WHAT IS NEEDED:
Go through the data line by line. Copy each one holding the string "sans".

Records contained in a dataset

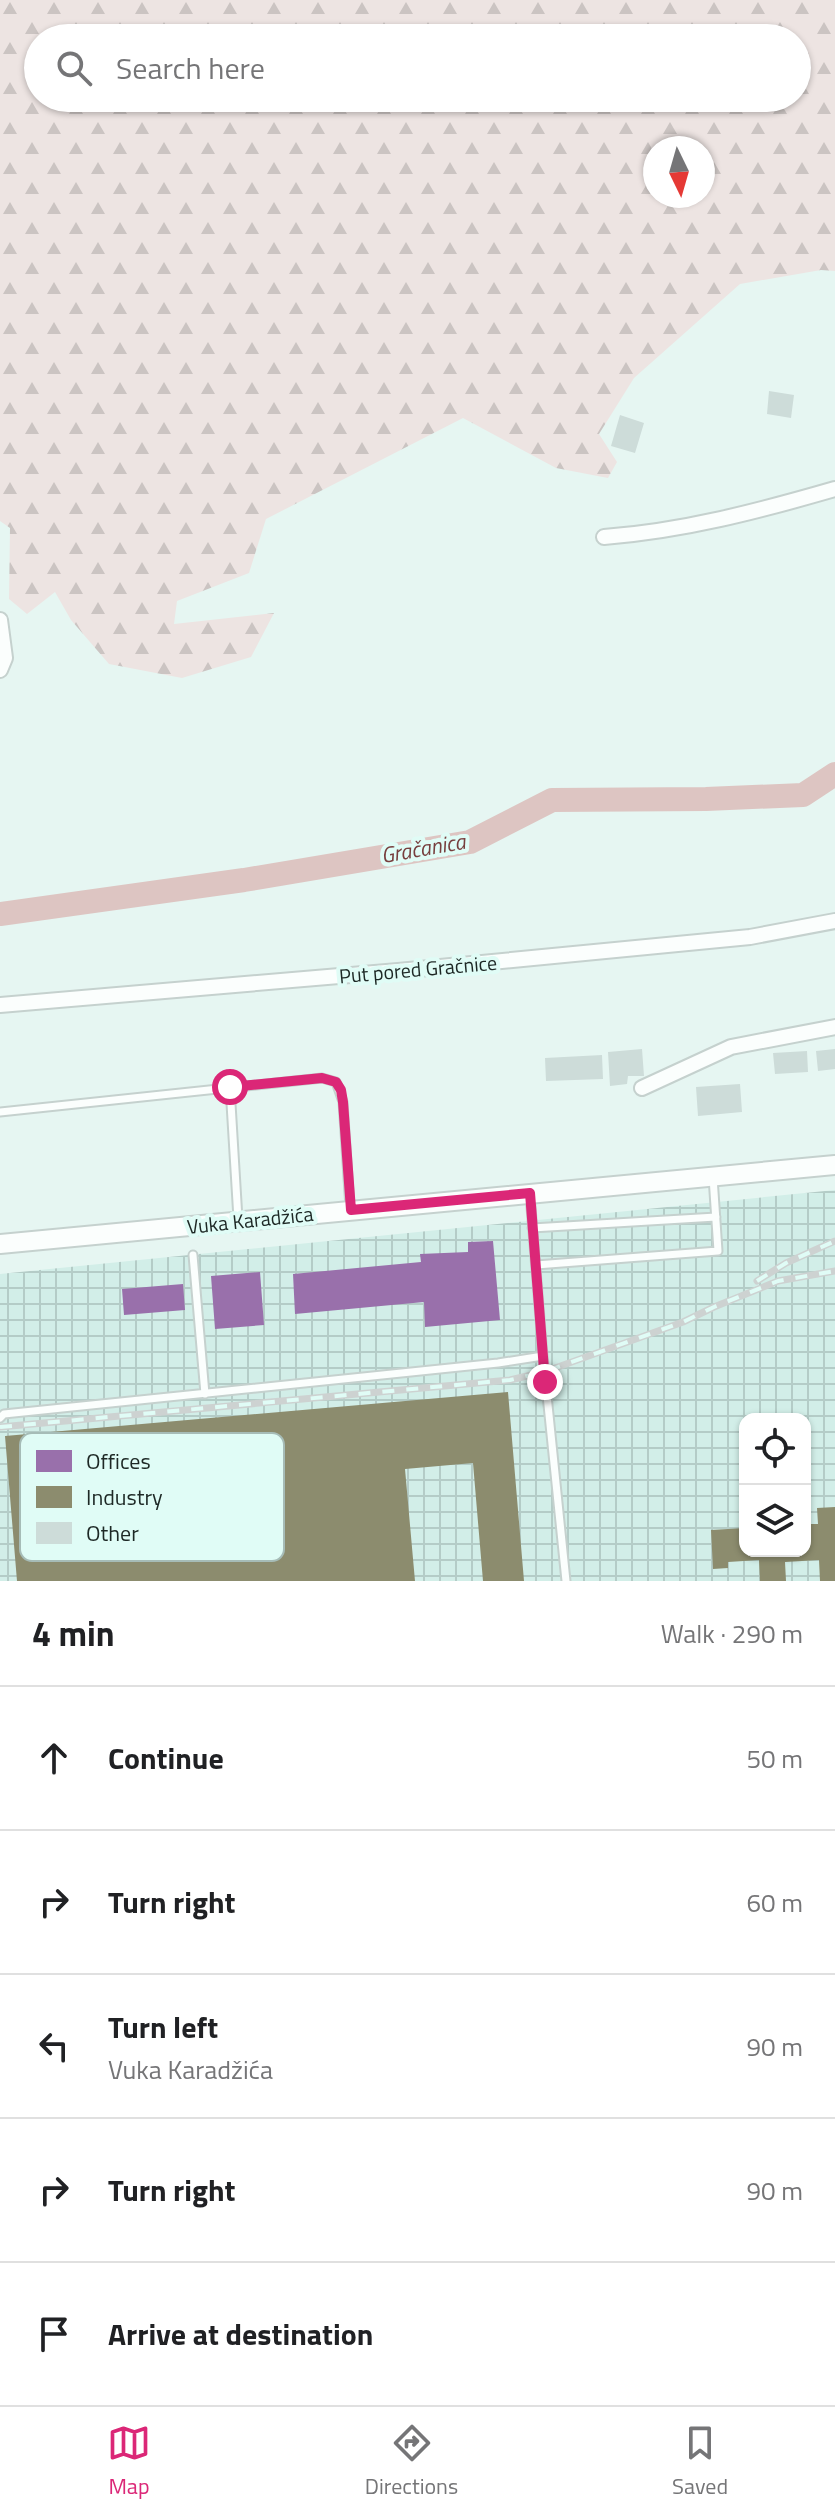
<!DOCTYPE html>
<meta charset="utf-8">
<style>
:root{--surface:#fff;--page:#f6f6f6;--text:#202124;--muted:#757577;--line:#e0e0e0;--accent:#db2777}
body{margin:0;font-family:"Titillium Web",sans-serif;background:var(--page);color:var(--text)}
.controls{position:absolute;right:24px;bottom:24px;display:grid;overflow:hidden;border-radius:16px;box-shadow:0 2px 6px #0004}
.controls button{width:72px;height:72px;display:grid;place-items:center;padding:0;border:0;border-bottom:2px solid var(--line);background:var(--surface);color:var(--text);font:40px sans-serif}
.compass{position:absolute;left:643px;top:136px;width:72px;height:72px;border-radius:50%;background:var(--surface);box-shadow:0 2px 6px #0004;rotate:175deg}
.stop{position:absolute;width:24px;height:24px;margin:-18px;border:6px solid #db2777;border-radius:50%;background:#fff}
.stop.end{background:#db2777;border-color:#fff;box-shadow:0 2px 8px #0008}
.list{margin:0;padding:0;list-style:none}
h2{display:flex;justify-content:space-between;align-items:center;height:104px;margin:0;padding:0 32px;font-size:34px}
h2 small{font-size:26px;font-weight:400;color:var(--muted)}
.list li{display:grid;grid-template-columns:52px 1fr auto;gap:24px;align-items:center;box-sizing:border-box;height:144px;padding:0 32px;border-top:2px solid var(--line)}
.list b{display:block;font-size:30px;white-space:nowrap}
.list p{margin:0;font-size:26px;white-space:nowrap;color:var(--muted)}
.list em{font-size:26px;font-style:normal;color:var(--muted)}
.icon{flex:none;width:44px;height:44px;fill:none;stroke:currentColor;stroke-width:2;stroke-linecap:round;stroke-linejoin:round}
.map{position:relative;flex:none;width:835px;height:1581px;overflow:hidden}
.search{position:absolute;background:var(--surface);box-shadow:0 2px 6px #0004;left:24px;right:24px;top:24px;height:88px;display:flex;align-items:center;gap:20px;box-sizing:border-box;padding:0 28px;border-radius:44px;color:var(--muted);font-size:30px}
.sheet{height:824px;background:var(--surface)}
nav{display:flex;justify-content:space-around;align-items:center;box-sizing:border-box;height:112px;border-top:2px solid var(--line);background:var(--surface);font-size:22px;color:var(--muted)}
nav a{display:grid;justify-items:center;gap:4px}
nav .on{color:var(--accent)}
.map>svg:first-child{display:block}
.industrial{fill:url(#industrial-grid);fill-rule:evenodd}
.forest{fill:url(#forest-firs);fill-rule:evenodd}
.offices{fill:#9970ab}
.industry{fill:#8c8c6e}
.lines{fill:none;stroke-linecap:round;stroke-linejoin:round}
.river{stroke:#ddc5c2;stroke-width:24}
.building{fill:#cddcd9}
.lane-casing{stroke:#c5d1ce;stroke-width:11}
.street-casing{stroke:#c5d1ce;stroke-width:18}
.secondary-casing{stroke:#c5d1ce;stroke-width:22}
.lane{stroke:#fbfefd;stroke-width:7}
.street{stroke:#fbfefd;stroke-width:14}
.secondary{stroke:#fbfefd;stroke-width:18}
.rail-casing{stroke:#cdd2d1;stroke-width:7}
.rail{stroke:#e0fcf6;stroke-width:4;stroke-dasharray:12;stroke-linecap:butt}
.route{stroke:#db2777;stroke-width:10}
.labels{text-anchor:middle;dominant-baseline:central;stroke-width:8;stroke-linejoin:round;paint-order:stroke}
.street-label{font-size:20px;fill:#1d2825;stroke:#e0fcf6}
.water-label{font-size:22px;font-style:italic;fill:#773f3e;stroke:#e0fcf6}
.key{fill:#e0fcf6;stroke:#a6bcb7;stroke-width:2}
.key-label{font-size:22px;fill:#1d2825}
</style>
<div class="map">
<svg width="835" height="1581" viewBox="0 0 835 1581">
<defs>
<pattern id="industrial-grid" width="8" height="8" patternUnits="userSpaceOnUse" patternTransform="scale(2)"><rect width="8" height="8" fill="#d2eee8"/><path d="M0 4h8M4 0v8" fill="none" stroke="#b4ccc7"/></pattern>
<pattern id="forest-firs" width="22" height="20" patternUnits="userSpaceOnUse" patternTransform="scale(2)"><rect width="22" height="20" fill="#ede4e2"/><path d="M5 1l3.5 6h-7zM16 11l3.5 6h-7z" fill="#cbc4c2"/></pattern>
</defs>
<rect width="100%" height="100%" fill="#e6f6f2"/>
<path class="industrial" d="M835,1190V1581H0V1274ZM745,1419H805V1551H745Z"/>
<path class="forest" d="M0,0H835V271L821,270L740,284L634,378L599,434L617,462L608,478L556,468L463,418L266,519L249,573L177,601L174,624L274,613L251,657L182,678L109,664L71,620L55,592L27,614L9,599L10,528L0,521ZM38,38H797V98H38ZM655,148H703V196H655Z"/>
<path class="offices" d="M493,1241L500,1320L425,1327L424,1302L295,1314L293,1274L421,1262L420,1254L468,1252V1242Z
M260,1272L264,1325L215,1329L211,1276Z
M183,1284L185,1310L124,1315L122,1289Z"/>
<path class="industry" d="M508,1392L524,1581H483L473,1463L405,1469L415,1581H17L5,1436Z
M835,1507V1581H820L819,1560L785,1562L786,1581H760L759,1560L728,1562V1568L713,1569L711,1530L745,1528V1551H805V1524H818L817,1508Z"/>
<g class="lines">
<path class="river" d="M0,914L244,880L470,842L552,800L706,799L803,795L835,774"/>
</g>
<path class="building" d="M769,391L794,395L791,418L767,414Z
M620,415L644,423L635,453L611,446Z
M642,1049L644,1076H628L627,1084L610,1086L608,1052Z
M835,1049V1069L818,1071L816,1051Z
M807,1051L808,1072L775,1074L773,1053Z
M602,1055L603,1079L546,1081L545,1058Z
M740,1084L742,1112L698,1116L696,1087Z"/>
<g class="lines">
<defs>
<path id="lane" d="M230,1087L238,1219
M0,1112L322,1078L336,1082L343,1102L350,1208
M530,1195L543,1356L566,1581
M532,1228L716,1217
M193,1255L205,1394
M536,1265L718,1251L713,1177
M0,1418L4,1414L498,1363L543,1356"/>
<path id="street" d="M604,537C683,531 759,511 835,489
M0,620L5,658L0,670
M0,1005L398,971L750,937L835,921
M642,1088L731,1047L835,1027"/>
<path id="secondary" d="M0,1244L835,1165"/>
</defs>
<use href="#lane" class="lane-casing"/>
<use href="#street" class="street-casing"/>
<use href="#secondary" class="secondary-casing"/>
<use href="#lane" class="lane"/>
<use href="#street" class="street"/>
<use href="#secondary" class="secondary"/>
<defs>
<path id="rail" d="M757,1281L786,1263L835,1241
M0,1427L510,1380L544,1372L683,1322L714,1307L778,1281L835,1271"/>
</defs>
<use href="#rail" class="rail-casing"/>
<use href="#rail" class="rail"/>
</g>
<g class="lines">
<path class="route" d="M230,1087L322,1078L336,1082L341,1090L343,1102L351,1210L530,1193L545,1382"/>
</g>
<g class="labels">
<g class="street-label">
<text transform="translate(418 969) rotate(-5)">Put pored Gračnice</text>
<text transform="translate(250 1220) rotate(-6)">Vuka Karadžića</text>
</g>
<g class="water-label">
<text transform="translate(423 848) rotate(-10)">Gračanica</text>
</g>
</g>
<rect x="20" y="1433" width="264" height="128" rx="12" class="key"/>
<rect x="36" y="1450" width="36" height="22" fill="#9970ab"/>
<rect x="36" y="1486" width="36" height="22" fill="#8c8c6e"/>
<rect x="36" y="1522" width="36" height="22" fill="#cddcd9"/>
<g class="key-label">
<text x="86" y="1469">Offices</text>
<text x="86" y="1505">Industry</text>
<text x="86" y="1541">Other</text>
</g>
</svg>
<div class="controls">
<button><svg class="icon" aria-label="locate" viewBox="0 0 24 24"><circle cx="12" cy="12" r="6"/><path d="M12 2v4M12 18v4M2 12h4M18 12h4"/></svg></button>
<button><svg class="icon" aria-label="layers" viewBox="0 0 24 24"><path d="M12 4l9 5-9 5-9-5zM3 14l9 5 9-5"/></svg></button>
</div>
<svg class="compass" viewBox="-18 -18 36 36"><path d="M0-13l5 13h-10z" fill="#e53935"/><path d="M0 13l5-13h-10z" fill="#757577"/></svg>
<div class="stop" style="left:230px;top:1087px"></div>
<div class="stop end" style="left:545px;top:1382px"></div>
<div class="search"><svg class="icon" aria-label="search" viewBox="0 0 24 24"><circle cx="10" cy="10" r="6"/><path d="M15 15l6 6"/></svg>Search here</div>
</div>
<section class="sheet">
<h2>4 min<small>Walk · 290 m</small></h2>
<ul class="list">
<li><svg class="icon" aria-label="ahead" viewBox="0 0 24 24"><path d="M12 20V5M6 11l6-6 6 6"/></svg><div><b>Continue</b></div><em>50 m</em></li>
<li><svg class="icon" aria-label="right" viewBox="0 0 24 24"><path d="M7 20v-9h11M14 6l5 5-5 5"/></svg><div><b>Turn right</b></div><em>60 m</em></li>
<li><svg class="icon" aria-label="left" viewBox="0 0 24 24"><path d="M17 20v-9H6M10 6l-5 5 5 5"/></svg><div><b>Turn left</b><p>Vuka Karadžića</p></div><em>90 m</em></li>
<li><svg class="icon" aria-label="right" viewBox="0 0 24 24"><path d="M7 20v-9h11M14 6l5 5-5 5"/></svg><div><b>Turn right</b></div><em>90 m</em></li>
<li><svg class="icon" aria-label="arrive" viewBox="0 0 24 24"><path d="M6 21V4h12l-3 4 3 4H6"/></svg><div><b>Arrive at destination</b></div></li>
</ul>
</section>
<nav>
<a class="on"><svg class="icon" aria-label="map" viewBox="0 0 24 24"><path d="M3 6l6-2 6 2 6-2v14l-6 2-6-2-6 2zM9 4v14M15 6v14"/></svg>Map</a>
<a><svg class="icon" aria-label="directions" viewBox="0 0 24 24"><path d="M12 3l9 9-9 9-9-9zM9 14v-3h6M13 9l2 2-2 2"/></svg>Directions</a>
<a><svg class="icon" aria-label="saved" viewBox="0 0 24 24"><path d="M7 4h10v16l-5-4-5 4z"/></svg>Saved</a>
</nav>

RESULT OF THIS EXERCISE:
body{margin:0;font-family:"Titillium Web",sans-serif;background:var(--page);color:var(--text)}
.controls button{width:72px;height:72px;display:grid;place-items:center;padding:0;border:0;border-bottom:2px solid var(--line);background:var(--surface);color:var(--text);font:40px sans-serif}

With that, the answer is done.